> [Input material]
--------
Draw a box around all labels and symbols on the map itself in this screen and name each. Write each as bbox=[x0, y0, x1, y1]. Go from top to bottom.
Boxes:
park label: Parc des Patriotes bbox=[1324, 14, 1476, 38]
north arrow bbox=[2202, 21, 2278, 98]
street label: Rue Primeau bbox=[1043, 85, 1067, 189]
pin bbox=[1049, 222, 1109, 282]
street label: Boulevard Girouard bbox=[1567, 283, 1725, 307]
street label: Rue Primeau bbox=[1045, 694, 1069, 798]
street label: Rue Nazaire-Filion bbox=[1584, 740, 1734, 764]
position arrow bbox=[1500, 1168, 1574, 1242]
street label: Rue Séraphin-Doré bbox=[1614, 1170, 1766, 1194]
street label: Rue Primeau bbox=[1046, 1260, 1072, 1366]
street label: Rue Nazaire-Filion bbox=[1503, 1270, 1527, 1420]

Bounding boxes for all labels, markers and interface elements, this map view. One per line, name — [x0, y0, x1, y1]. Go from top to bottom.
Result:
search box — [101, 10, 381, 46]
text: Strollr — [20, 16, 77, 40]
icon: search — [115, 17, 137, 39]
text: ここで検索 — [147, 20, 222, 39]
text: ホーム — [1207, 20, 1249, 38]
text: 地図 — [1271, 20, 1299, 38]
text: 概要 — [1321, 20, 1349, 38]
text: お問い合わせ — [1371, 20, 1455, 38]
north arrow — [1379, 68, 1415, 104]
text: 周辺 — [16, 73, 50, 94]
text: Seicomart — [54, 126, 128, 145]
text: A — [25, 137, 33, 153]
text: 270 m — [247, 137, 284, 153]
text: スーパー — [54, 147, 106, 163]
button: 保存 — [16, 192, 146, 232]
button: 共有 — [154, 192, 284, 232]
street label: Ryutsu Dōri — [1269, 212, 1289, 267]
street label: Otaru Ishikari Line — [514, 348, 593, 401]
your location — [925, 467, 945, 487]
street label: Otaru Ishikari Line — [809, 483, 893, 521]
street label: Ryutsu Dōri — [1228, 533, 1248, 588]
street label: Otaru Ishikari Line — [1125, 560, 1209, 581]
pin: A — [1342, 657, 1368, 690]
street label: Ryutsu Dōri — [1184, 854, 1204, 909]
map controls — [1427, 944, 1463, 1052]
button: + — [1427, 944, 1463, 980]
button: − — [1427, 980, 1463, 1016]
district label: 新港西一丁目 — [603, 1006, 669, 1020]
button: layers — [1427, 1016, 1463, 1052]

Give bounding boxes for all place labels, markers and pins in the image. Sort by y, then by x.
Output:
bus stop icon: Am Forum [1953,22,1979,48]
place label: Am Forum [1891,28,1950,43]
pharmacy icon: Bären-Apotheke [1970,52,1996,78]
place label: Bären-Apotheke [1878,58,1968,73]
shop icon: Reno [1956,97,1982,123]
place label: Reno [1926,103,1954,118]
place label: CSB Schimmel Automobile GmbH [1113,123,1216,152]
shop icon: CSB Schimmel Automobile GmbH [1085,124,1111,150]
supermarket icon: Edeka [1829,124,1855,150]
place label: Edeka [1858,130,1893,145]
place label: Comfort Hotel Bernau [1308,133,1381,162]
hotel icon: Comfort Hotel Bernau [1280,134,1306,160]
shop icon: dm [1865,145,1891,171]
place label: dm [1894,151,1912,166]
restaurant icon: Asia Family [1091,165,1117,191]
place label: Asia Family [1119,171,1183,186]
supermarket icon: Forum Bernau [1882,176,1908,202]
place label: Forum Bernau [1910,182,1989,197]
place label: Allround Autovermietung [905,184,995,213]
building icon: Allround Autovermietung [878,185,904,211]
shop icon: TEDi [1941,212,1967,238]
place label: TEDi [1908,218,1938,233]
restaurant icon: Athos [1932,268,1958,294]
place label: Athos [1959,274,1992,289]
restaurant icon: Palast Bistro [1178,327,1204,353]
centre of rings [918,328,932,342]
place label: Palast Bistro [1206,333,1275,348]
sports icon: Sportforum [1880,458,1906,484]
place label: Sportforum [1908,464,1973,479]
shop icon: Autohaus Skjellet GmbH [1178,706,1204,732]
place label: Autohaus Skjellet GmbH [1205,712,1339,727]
--------
> [Exercise details] Look through the listing above and count the lines where the string "Primeau" appears. Report the number only.

> [Task solution] 3